Work to be completed → Determine how many lines in the records hold "strokeStyle", and give that number with nothing added.

Records supplied →
+++
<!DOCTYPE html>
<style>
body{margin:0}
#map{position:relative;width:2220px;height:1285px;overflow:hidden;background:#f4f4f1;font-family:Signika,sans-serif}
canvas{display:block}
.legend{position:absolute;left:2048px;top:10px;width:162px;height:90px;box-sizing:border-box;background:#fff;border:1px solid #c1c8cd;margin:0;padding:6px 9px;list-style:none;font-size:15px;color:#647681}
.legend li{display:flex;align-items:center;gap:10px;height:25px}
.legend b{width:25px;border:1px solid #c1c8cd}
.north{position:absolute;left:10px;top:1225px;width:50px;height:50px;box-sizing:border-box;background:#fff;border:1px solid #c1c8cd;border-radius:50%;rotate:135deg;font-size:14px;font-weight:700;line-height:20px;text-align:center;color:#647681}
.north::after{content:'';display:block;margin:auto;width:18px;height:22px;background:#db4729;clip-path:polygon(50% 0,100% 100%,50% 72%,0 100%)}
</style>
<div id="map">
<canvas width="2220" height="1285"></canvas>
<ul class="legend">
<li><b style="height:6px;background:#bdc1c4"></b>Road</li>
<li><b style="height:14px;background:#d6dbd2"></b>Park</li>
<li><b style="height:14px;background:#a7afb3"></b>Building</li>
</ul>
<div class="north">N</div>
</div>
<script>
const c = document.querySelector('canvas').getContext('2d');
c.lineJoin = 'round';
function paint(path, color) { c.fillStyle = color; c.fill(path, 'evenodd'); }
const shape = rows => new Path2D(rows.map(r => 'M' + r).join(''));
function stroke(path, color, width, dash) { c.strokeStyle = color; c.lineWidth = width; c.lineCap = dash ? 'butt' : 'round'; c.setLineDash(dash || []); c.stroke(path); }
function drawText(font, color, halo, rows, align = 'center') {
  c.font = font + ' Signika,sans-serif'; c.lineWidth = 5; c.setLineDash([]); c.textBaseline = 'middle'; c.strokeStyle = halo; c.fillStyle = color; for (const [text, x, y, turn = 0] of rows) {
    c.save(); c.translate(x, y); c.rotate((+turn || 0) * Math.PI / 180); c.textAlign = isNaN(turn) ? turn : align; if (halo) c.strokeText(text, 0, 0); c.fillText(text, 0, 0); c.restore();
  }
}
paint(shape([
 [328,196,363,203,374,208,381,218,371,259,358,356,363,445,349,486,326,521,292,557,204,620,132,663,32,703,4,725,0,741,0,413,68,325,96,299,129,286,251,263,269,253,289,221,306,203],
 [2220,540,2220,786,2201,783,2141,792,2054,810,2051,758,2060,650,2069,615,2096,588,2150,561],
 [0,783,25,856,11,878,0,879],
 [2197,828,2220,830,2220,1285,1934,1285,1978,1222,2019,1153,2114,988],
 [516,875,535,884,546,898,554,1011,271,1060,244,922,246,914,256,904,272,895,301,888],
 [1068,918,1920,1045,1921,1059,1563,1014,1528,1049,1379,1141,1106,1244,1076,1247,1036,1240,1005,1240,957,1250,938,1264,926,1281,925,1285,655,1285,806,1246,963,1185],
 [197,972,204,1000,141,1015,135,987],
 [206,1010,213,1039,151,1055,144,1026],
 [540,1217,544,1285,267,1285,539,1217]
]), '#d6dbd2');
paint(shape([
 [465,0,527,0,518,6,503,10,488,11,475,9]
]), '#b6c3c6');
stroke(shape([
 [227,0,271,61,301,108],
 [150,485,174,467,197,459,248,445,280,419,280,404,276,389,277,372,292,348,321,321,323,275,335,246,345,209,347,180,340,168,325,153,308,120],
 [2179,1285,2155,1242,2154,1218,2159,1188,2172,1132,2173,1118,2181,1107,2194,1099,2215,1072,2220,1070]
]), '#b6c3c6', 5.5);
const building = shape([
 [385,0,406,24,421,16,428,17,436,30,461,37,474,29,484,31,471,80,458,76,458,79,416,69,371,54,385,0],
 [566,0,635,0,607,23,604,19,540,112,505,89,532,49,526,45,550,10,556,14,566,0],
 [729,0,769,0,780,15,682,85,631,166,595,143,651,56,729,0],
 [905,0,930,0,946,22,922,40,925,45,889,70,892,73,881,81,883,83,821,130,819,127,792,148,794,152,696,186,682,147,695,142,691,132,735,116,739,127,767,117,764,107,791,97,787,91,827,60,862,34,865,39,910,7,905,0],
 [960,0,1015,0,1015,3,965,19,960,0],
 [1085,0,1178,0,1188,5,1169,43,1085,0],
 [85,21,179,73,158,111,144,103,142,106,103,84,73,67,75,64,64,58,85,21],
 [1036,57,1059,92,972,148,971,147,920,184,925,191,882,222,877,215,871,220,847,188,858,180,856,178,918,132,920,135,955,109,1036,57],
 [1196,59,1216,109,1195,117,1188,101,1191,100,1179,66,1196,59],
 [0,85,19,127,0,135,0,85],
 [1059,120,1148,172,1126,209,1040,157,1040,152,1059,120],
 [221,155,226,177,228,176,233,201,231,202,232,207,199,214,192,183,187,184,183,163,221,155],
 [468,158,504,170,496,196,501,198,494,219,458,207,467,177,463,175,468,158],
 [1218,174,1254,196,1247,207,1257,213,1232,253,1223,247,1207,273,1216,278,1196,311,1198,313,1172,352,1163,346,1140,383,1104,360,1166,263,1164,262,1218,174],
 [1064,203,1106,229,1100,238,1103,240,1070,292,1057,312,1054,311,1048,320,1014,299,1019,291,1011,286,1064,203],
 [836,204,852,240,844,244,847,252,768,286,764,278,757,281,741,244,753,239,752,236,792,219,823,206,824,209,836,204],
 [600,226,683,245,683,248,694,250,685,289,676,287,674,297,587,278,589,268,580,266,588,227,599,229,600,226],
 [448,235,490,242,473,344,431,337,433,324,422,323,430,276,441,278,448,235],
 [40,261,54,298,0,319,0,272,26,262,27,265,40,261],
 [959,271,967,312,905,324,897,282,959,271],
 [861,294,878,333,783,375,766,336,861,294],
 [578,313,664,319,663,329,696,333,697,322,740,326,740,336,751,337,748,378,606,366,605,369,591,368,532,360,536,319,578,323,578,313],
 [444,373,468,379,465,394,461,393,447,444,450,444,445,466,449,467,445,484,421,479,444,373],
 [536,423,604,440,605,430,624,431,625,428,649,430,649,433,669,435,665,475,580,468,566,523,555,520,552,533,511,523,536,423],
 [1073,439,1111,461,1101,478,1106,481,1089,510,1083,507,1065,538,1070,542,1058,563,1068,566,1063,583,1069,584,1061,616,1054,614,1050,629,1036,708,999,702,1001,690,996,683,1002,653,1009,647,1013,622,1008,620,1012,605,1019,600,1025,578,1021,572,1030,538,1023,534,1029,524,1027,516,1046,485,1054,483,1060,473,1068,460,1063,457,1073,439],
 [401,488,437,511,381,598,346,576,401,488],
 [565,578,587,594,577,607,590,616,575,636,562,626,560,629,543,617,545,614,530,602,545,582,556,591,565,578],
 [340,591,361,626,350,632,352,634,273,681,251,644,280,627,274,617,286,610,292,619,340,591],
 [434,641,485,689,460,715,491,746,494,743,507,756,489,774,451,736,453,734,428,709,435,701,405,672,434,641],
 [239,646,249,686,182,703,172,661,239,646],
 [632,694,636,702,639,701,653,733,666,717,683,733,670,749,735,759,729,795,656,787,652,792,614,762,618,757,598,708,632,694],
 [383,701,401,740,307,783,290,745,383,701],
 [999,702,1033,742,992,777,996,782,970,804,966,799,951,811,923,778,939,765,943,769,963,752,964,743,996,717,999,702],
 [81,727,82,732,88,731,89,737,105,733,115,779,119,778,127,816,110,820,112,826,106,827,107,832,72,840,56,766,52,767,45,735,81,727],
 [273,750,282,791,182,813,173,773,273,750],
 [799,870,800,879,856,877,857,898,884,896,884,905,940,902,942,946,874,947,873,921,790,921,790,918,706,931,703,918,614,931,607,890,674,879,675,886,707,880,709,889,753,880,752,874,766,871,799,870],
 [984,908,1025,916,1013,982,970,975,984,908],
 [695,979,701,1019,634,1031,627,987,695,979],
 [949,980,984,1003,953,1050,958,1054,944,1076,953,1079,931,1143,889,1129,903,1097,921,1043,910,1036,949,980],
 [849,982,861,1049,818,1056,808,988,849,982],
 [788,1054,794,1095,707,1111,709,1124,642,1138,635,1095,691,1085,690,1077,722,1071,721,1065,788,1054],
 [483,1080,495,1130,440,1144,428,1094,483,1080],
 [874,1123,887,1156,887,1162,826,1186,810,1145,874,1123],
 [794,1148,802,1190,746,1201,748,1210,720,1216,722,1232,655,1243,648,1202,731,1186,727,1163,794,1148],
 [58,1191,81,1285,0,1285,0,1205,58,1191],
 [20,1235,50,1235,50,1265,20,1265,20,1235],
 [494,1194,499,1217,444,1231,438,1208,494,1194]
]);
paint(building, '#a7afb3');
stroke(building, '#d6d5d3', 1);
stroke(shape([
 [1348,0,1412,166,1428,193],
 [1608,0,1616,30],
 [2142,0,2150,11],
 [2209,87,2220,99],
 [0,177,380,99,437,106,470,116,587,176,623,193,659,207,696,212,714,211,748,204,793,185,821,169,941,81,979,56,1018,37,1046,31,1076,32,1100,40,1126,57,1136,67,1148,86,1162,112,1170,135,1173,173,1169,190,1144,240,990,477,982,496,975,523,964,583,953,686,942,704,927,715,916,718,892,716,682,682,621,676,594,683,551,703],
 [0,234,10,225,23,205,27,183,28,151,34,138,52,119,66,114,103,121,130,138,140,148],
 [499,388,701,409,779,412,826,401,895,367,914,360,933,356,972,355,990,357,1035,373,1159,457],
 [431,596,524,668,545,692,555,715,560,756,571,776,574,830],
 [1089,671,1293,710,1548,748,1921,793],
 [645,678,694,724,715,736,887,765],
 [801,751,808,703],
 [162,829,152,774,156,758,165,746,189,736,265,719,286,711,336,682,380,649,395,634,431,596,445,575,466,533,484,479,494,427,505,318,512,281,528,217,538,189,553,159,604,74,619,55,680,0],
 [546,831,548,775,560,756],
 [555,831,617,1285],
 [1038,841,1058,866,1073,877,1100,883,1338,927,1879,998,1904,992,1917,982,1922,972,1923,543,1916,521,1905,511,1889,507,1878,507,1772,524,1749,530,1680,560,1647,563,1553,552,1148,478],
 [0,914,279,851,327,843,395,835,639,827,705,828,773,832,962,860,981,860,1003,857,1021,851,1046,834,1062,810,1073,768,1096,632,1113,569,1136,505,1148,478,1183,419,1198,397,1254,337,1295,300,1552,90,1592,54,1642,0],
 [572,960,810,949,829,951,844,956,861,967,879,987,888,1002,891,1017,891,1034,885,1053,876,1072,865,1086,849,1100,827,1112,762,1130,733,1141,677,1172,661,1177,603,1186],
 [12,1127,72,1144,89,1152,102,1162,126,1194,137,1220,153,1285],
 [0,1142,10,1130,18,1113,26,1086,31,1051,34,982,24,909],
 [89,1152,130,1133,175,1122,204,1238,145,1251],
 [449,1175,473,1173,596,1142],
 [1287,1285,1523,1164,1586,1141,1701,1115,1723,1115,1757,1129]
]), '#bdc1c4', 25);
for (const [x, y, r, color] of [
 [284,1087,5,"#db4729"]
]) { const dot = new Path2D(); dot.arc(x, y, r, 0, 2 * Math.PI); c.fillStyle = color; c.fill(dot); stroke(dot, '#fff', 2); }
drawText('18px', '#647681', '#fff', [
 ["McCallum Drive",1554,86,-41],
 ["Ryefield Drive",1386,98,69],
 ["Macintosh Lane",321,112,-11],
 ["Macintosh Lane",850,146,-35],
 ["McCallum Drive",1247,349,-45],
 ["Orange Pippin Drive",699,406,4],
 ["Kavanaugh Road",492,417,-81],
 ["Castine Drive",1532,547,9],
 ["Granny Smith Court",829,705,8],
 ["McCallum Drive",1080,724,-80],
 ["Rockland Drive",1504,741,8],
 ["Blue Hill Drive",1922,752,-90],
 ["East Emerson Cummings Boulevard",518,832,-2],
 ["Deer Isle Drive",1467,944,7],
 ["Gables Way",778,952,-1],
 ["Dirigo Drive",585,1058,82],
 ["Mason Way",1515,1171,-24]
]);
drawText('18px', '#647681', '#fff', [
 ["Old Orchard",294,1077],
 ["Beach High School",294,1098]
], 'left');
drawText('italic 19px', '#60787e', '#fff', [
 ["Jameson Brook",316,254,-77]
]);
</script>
+++
Response to this exercise → 2